Op 14-06-11 20:10, Yinghai Lu schreef:
> On 06/14/2011 09:19 AM, Maarten Lankhorst wrote:
>> Commit 916f676f8dc started reserving boot service code since some systems
>> require you to keep that code around until SetVirtualAddressMap is called.
>>
>> However, in some cases those areas will overlap with reserved regions.
>> The proper medium-term fix is to fix the bootloader to prevent the
>> conflicts from occurring by moving the kernel to a better position,
>> but the kernel should check for this possibility, and only reserve regions
>> which can be reserved.
>>
>> Signed-off-by: Maarten Lankhorst <[email protected]>
>>
>> ---
>>
>> V2: Removed some printks and a unrelated change
>>
>> diff --git a/arch/x86/include/asm/memblock.h b/arch/x86/include/asm/memblock.h
>> index 19ae14b..0cd3800 100644
>> --- a/arch/x86/include/asm/memblock.h
>> +++ b/arch/x86/include/asm/memblock.h
>> @@ -4,7 +4,6 @@
>> #define ARCH_DISCARD_MEMBLOCK
>>
>> u64 memblock_x86_find_in_range_size(u64 start, u64 *sizep, u64 align);
>> -void memblock_x86_to_bootmem(u64 start, u64 end);
>>
>> void memblock_x86_reserve_range(u64 start, u64 end, char *name);
>> void memblock_x86_free_range(u64 start, u64 end);
>> @@ -19,5 +18,6 @@ u64 memblock_x86_hole_size(u64 start, u64 end);
>> u64 memblock_x86_find_in_range_node(int nid, u64 start, u64 end, u64 size, u64 align);
>> u64 memblock_x86_free_memory_in_range(u64 addr, u64 limit);
>> u64 memblock_x86_memory_in_range(u64 addr, u64 limit);
>> +bool memblock_x86_check_reserved_size(u64 *addrp, u64 *sizep, u64 align);
>>
>> #endif
>> diff --git a/arch/x86/mm/memblock.c b/arch/x86/mm/memblock.c
>> index aa11693..992da5e 100644
>> --- a/arch/x86/mm/memblock.c
>> +++ b/arch/x86/mm/memblock.c
>> @@ -8,7 +8,7 @@
>> #include <linux/range.h>
>>
>> /* Check for already reserved areas */
>> -static bool __init check_with_memblock_reserved_size(u64 *addrp, u64 *sizep, u64 align)
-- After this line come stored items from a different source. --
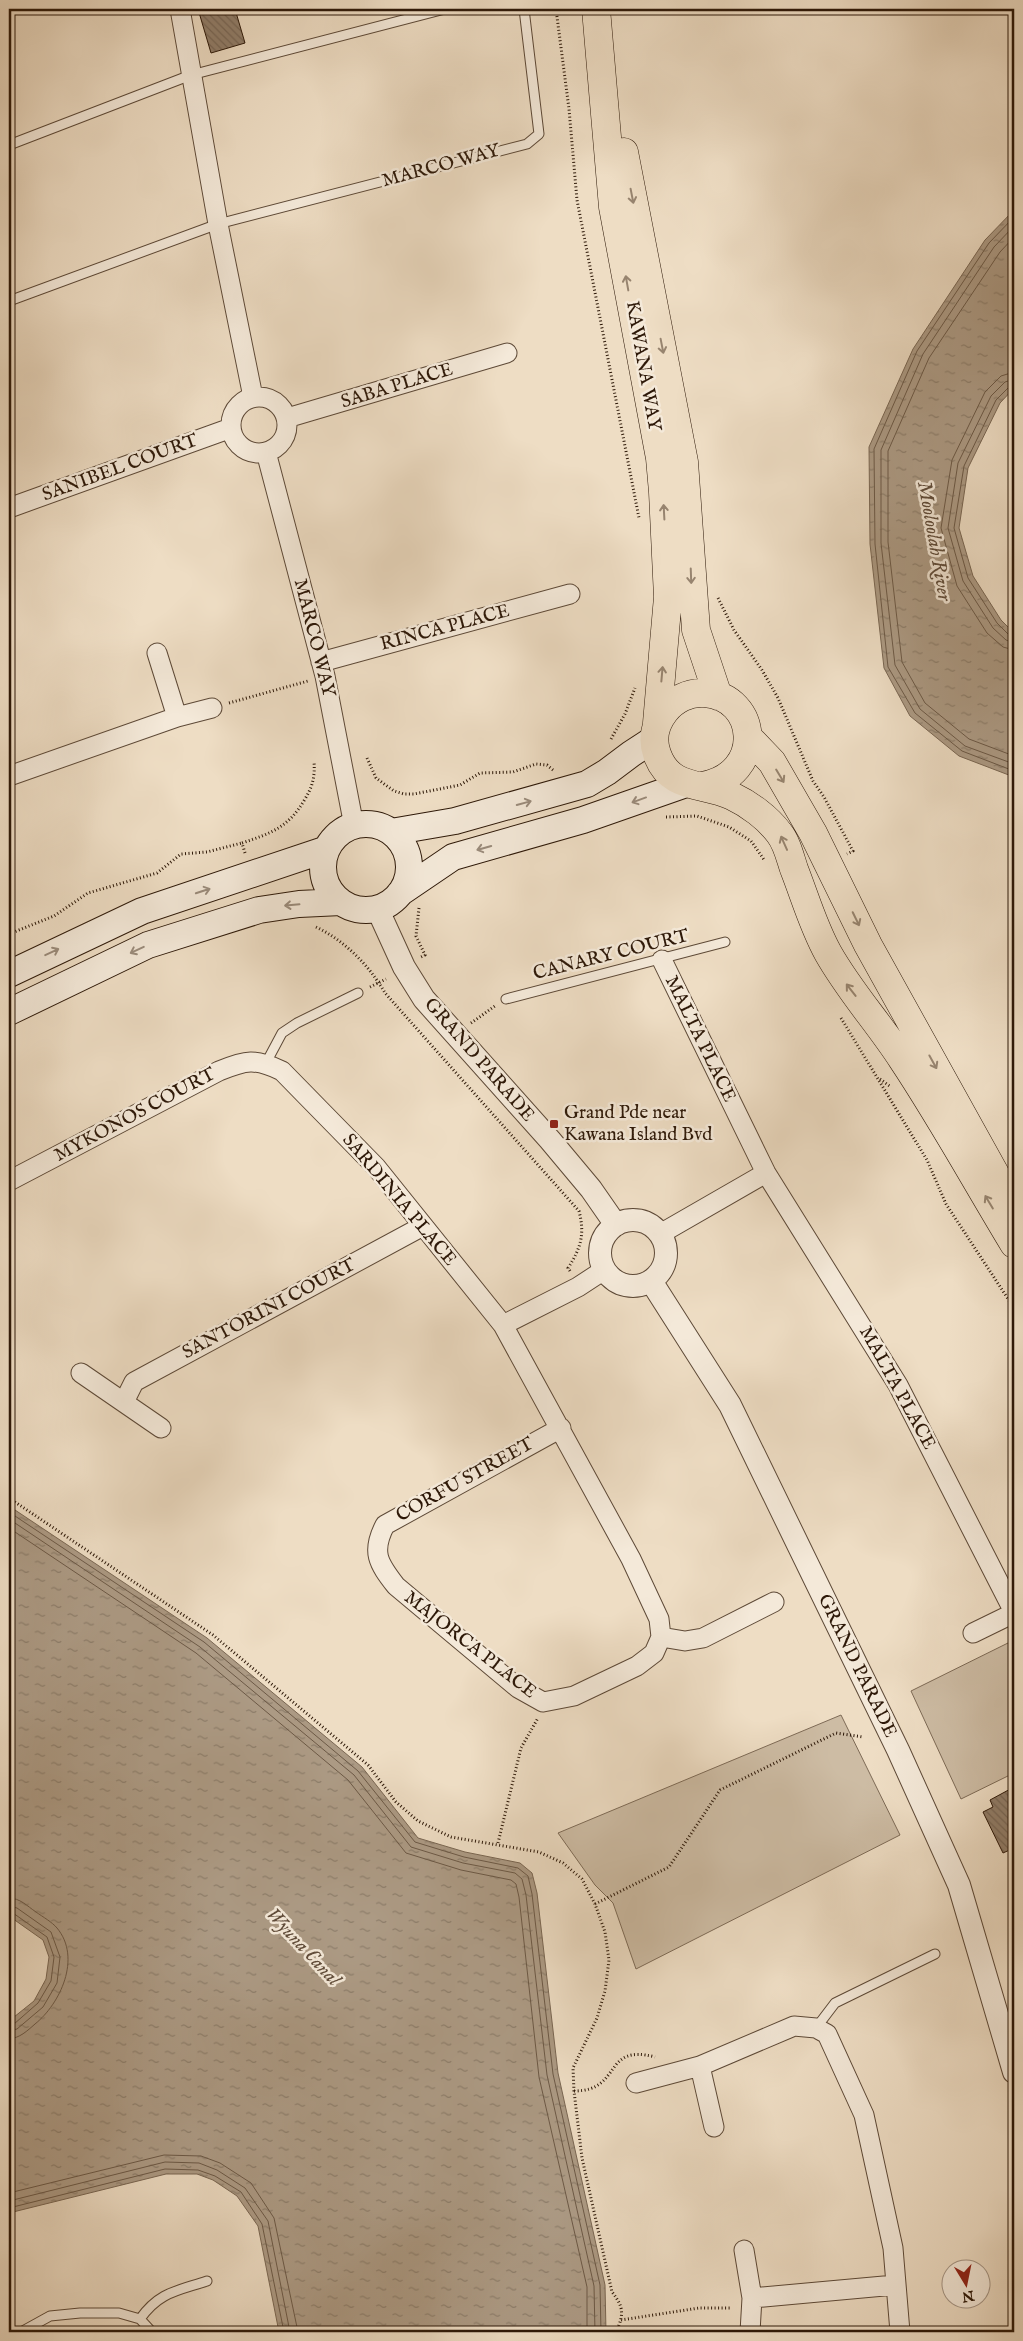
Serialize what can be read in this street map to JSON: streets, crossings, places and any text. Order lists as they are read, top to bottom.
{
  "streets": {
    "main road": ["KAWANA WAY"],
    "street": [
      "MARCO WAY",
      "SABA PLACE",
      "SANIBEL COURT",
      "RINCA PLACE",
      "MALTA PLACE",
      "GRAND PARADE",
      "MYKONOS COURT",
      "SARDINIA PLACE",
      "SANTORINI COURT",
      "CORFU STREET",
      "MAJORCA PLACE"
    ],
    "lane": ["CANARY COURT"]
  },
  "crossings": [
    ["MARCO WAY", "SABA PLACE"],
    ["MARCO WAY", "SANIBEL COURT"],
    ["MARCO WAY", "RINCA PLACE"],
    ["MARCO WAY", "GRAND PARADE"],
    ["SABA PLACE", "SANIBEL COURT"],
    ["CANARY COURT", "MALTA PLACE"],
    ["MYKONOS COURT", "SARDINIA PLACE"],
    ["SARDINIA PLACE", "SANTORINI COURT"],
    ["SARDINIA PLACE", "CORFU STREET"],
    ["SARDINIA PLACE", "MAJORCA PLACE"],
    ["CORFU STREET", "MAJORCA PLACE"]
  ],
  "water": ["Mooloolah River", "Wyuna Canal"],
  "places": {
    "transit": ["Grand Pde near Kawana Island Bvd"]
  },
  "north": "bottom"
}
>> +bool __init memblock_x86_check_reserved_size(u64 *addrp, u64 *sizep, u64 align)
>> {
>> struct memblock_region *r;
>> u64 addr = *addrp, last;
>> @@ -59,7 +59,7 @@ u64 __init memblock_x86_find_in_range_size(u64 start, u64 *sizep, u64 align)
>> if (addr >= ei_last)
>> continue;
>> *sizep = ei_last - addr;
>> - while (check_with_memblock_reserved_size(&addr, sizep, align))
>> + while (memblock_x86_check_reserved_size(&addr, sizep, align))
>> ;
>>
>> if (*sizep)
>> diff --git a/arch/x86/platform/efi/efi.c b/arch/x86/platform/efi/efi.c
>> index 0d3a4fa..b8afde4 100644
>> --- a/arch/x86/platform/efi/efi.c
>> +++ b/arch/x86/platform/efi/efi.c
>> @@ -310,14 +310,30 @@ void __init efi_reserve_boot_services(void)
>>
>> for (p = memmap.map; p < memmap.map_end; p += memmap.desc_size) {
>> efi_memory_desc_t *md = p;
>> - unsigned long long start = md->phys_addr;
>> - unsigned long long size = md->num_pages << EFI_PAGE_SHIFT;
>> + u64 start = md->phys_addr;
>> + u64 size = md->num_pages << EFI_PAGE_SHIFT;
>>
>> if (md->type != EFI_BOOT_SERVICES_CODE &&
>> md->type != EFI_BOOT_SERVICES_DATA)
>> continue;
>> -
>> - memblock_x86_reserve_range(start, start + size, "EFI Boot");
>> + /* Only reserve where possible:
>> + * - Not within any already allocated areas
>> + * - Not over any memory area (really needed, if above?)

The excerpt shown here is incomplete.